> _What to produce_:
Exact transcription, pictures omitted: begin at the top line of the records below and end with the line bearing "display:grid; place-items:center; width:66px;".

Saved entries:
^^^^^^^^
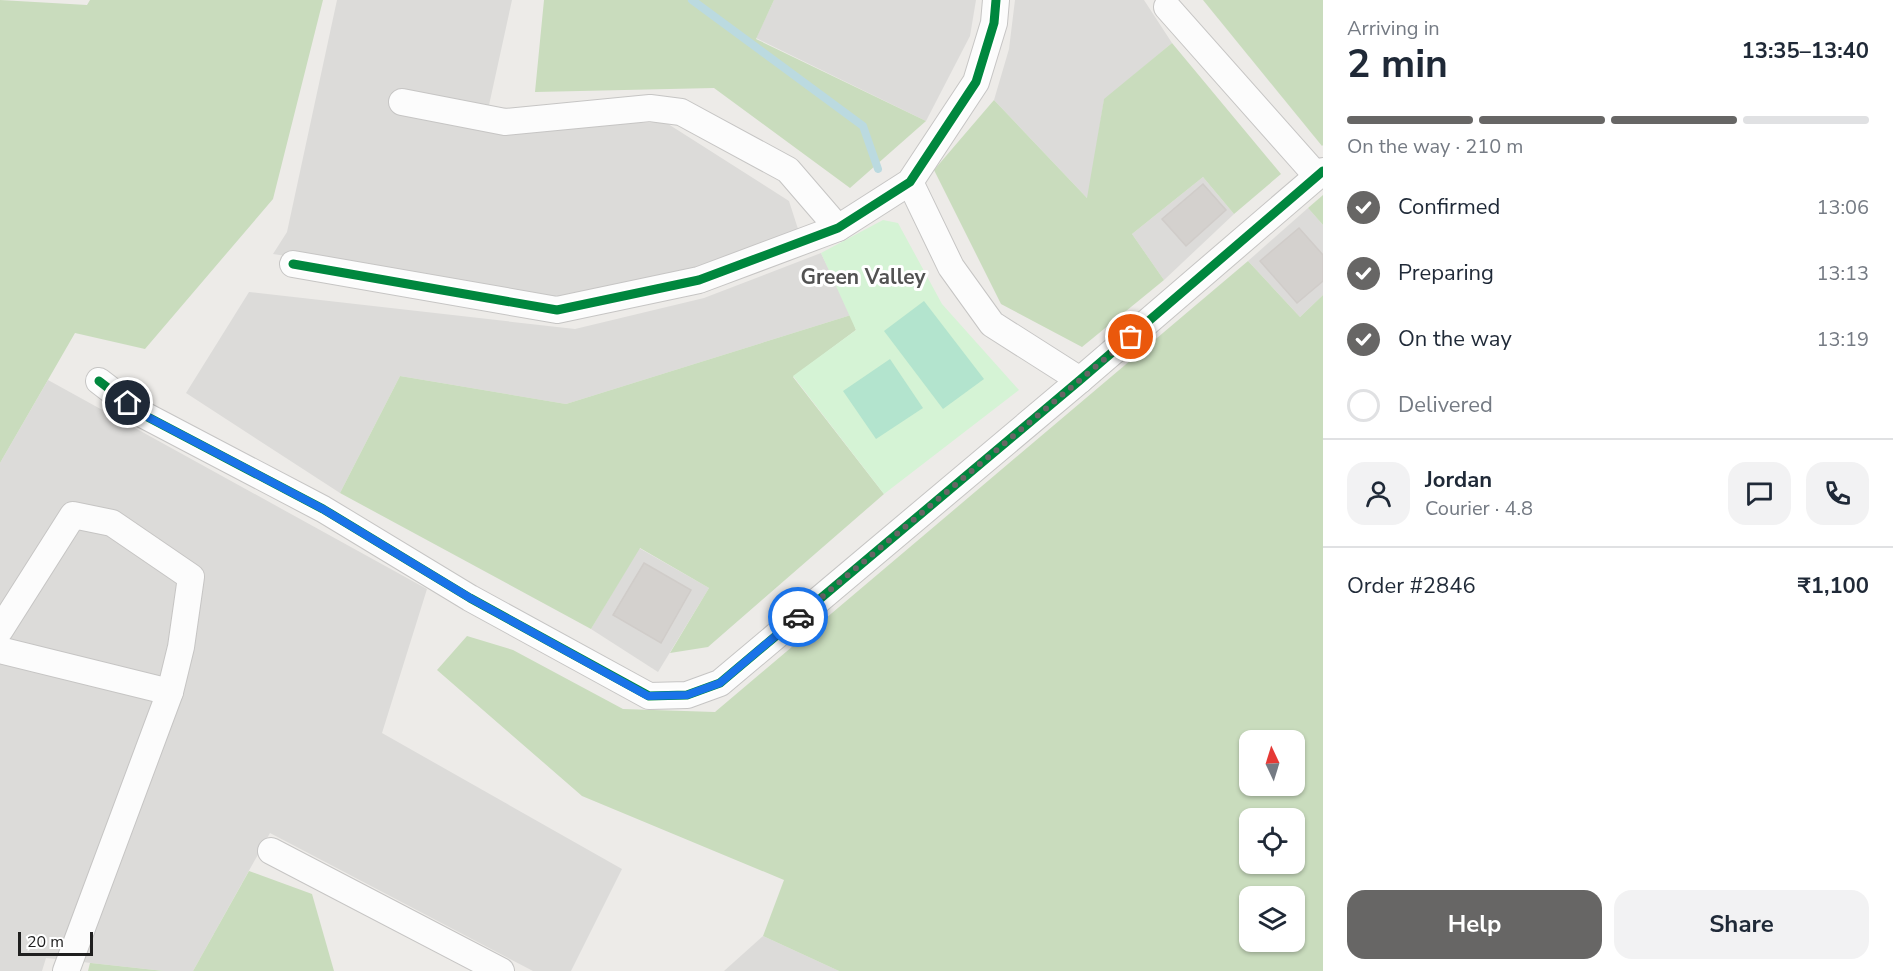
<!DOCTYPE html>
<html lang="en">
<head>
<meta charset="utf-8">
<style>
  body { margin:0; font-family:"Nunito Sans",sans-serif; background:#f2f2f3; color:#1f2937; height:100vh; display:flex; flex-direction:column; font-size:22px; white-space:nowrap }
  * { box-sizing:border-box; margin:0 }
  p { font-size:20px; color:#747a83 }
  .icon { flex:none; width:33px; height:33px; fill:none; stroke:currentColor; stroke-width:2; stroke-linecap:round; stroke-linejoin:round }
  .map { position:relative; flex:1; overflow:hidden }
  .side { display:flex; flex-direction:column; background:#fff; width:570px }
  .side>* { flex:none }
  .needle { width:39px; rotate:356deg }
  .buttons { position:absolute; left:1239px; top:730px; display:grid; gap:12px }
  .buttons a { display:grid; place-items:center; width:66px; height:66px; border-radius:12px; background:#fff; box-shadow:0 2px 4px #0004; font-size:30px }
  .scale { position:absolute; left:18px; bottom:15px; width:75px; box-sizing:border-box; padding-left:6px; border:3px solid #1f1f1f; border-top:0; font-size:16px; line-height:21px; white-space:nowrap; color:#1f1f1f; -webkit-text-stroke:4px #fff; paint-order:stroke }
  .pin { position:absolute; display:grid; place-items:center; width:51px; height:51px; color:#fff; margin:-26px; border:3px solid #fff; border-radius:50%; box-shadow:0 2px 6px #0007 }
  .courier { position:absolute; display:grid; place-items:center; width:60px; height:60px; margin:-30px; border:4px solid #1a73e8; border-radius:50%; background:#fff; color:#222; box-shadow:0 2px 8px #0007 }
  .headline em { font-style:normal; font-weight:700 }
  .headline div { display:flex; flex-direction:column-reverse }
  .headline { display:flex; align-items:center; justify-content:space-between; height:102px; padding:0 24px }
  h1 { font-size:39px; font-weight:700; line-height:45px }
  .bar { display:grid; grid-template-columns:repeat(4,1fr); gap:9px 6px; align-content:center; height:72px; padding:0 24px }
  .bar i { height:8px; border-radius:4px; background:#e0e1e3 }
  .bar .active { background:#676665 }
  .bar p { grid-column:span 4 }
  .line { display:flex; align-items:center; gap:15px; padding:0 24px; border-top:2px solid #e0e1e3 }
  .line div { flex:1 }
  .round { display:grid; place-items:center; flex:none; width:63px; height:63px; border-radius:18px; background:#f2f2f3 }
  ol { padding:0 24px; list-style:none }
  li { display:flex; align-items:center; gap:18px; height:66px }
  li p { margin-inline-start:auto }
  li .icon { padding:6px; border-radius:50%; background:#676665; color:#fff; stroke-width:4 }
  li:last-child { color:#747a83 }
  li i { width:33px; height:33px; border:3px solid #e0e1e3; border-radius:50% }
  .cta { display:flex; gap:12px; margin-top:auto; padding:12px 24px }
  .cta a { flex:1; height:69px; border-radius:18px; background:#676665; color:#fff; font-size:24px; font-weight:700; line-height:69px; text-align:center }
  .cta a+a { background:#f2f2f3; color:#1f2937 }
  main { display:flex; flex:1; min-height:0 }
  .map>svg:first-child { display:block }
</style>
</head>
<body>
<main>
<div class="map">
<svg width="1323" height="971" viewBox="0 0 1323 971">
  <rect width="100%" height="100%" fill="#edebe8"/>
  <g fill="#dcdbd9">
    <path d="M337,0H512L484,128L665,122L789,201L798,229L682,275L556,297L273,254L287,232Z"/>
    <path d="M774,0H976L970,36L926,121L756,38Z"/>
    <path d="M1015,0H1144L1172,43L1104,100L1088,199L994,100L1009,49Z"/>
    <path d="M1203,177L1234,214L1164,280L1132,234Z"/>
    <path d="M1308,208L1323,225V295L1300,317L1248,261Z"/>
    <path d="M821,253L851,315L566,404L400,376L340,493L186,393L249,292L575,329L704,298Z"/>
    <path d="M48,380L427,589L382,733L622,869L571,971H533L270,833L193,971H164L46,958L42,971H0V463Z"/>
    <path d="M639,548L709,588L658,672L591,629Z"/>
    <path d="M763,936L839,971H724Z"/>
  </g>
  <g fill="#c9dcbd" fill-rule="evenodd">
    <path d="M0,0L87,5L90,0H323L273,199L145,349L75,333L0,463Z"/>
    <path d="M544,0H774L756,39L926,121L850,188L714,88L535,92Z"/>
    <path d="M1203,0H1323V145L1322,146Z"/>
    <path d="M1172,43L1281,174L1234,214L1203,177L1132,234L1164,280L1082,347L1001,304L934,170L994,100L1087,198L1104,99Z"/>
    <path d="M1323,195V225L1308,208Z"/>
    <path d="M1248,261L1300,317L1323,295V971H839L763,936L784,880L582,796L437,670L467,636L513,650L623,709L715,712ZM1250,741H1294V786H1250ZM1250,819H1294V864H1250ZM1250,897H1294V942H1250Z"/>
    <path d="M851,315L856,330L793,377L884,494L708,647L670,653L709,588L640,548L591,629L340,493L400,376L566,404Z"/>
    <path d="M249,871L312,894L334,971H193Z"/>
    <path d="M90,963H91L164,971H88Z"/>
  </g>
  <path fill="#d5f3d5" d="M883,220L898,223L942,304L1019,390L884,494L793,376L856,330L821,253Z"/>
  <g fill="#b3e4ce">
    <path d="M924,301L984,379L943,409L884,331Z"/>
    <path d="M890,359L923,408L876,439L843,391Z"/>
  </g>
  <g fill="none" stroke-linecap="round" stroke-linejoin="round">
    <path stroke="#bbdae0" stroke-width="8" d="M692,0L863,126L878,169"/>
  </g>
  <g fill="#d4d1ce" stroke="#d0ccc9" stroke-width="1.5">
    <path d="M1203,184L1226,210L1186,246L1162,219Z"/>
    <path d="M1299,228L1323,255V281L1297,303L1260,261Z"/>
    <path d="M644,563L691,590L661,643L613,615Z"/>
  </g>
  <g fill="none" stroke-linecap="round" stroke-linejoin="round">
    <defs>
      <g id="minor">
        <path d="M1167,7L1317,176"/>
        <path d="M402,102L505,122L650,108L681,112L788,170L838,228"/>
        <path d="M910,182L951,267L992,324L1080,380"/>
        <path d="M293,264L557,310L699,280L838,228L910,182L976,82L994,23L996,0"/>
        <path d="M99,381L142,414L323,509L470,598L649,696L687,695L720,683L1080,380L1323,171"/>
        <path d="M0,630L73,515L112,523L191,577L181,647L170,692L66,971"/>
        <path d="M0,650L170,692"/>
        <path d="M271,851L501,971"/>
      </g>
    </defs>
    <use href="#minor" stroke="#c6c5c4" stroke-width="28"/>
    <use href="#minor" stroke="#fcfcfc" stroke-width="26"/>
    <defs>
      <g id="cycleway">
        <path d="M293,264L557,310L699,280L838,228L910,182L976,82L994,23L996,0"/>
        <path d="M99,381L142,414L323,509L470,598L649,696L687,695L720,683L1080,380L1323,171"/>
      </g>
    </defs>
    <use href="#cycleway" stroke="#fff" stroke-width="13"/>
    <use href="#cycleway" stroke="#00873e" stroke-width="9"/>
  </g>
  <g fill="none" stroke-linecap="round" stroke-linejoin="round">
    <path stroke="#676665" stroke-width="6" stroke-dasharray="0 10.8" d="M798,617L1131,337"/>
    <path stroke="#1a73e8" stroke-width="8" d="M128,403L142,414L323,509L470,598L648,696L687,695L720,683L798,617"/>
  </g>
  <g text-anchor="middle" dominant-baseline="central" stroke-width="6" stroke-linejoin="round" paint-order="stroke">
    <g font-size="21" font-weight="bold" fill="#525252" stroke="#fff">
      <text x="863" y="277">Green Valley</text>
    </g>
  </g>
</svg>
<div class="buttons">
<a><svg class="needle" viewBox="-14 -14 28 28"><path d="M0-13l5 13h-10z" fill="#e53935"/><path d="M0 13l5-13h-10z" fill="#747a83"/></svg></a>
<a><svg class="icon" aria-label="locate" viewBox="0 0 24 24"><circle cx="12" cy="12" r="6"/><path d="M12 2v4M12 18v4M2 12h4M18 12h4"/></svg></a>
<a><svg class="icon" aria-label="layers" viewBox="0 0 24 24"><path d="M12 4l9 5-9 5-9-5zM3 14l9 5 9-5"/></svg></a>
</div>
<div class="scale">20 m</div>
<div class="pin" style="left:1131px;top:337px;background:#ea580c"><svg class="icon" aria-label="bag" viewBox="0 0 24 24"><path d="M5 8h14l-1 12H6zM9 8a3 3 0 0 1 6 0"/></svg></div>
<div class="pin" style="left:128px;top:403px;background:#1f2937"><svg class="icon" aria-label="home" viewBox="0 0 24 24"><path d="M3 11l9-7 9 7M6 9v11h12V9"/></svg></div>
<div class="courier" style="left:798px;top:617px"><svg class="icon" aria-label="car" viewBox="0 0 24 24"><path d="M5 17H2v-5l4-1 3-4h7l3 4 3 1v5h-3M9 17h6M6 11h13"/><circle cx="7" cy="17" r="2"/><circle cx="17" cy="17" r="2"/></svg></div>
</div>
<section class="side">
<div class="headline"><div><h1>2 min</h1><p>Arriving in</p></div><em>13:35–13:40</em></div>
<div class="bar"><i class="active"></i><i class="active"></i><i class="active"></i><i></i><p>On the way · 210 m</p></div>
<ol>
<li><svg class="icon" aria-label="check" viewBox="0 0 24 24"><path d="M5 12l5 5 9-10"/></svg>Confirmed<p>13:06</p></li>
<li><svg class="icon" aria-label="check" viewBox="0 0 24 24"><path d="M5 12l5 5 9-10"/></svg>Preparing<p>13:13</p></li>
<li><svg class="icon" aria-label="check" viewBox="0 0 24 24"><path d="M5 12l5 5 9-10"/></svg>On the way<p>13:19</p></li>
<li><i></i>Delivered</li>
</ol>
<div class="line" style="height:108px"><a class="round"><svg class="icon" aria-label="person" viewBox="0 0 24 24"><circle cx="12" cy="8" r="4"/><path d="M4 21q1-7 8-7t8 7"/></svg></a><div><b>Jordan</b><p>Courier · 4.8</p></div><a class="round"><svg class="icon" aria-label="chat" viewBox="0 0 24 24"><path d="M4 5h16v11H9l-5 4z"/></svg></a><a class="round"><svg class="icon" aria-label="phone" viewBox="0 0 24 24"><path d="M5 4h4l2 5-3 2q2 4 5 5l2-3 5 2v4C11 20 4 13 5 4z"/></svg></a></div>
<div class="line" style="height:78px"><div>Order #2846</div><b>₹1,100</b></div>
<div class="cta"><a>Help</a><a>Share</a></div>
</section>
</main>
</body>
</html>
^^^^^^^^
> _Your response_:
<!DOCTYPE html>
<html lang="en">
<head>
<meta charset="utf-8">
<style>
  body { margin:0; font-family:"Nunito Sans",sans-serif; background:#f2f2f3; color:#1f2937; height:100vh; display:flex; flex-direction:column; font-size:22px; white-space:nowrap }
  * { box-sizing:border-box; margin:0 }
  p { font-size:20px; color:#747a83 }
  .icon { flex:none; width:33px; height:33px; fill:none; stroke:currentColor; stroke-width:2; stroke-linecap:round; stroke-linejoin:round }
  .map { position:relative; flex:1; overflow:hidden }
  .side { display:flex; flex-direction:column; background:#fff; width:570px }
  .side>* { flex:none }
  .needle { width:39px; rotate:356deg }
  .buttons { position:absolute; left:1239px; top:730px; display:grid; gap:12px }
  .buttons a { display:grid; place-items:center; width:66px; height:66px; border-radius:12px; background:#fff; box-shadow:0 2px 4px #0004; font-size:30px }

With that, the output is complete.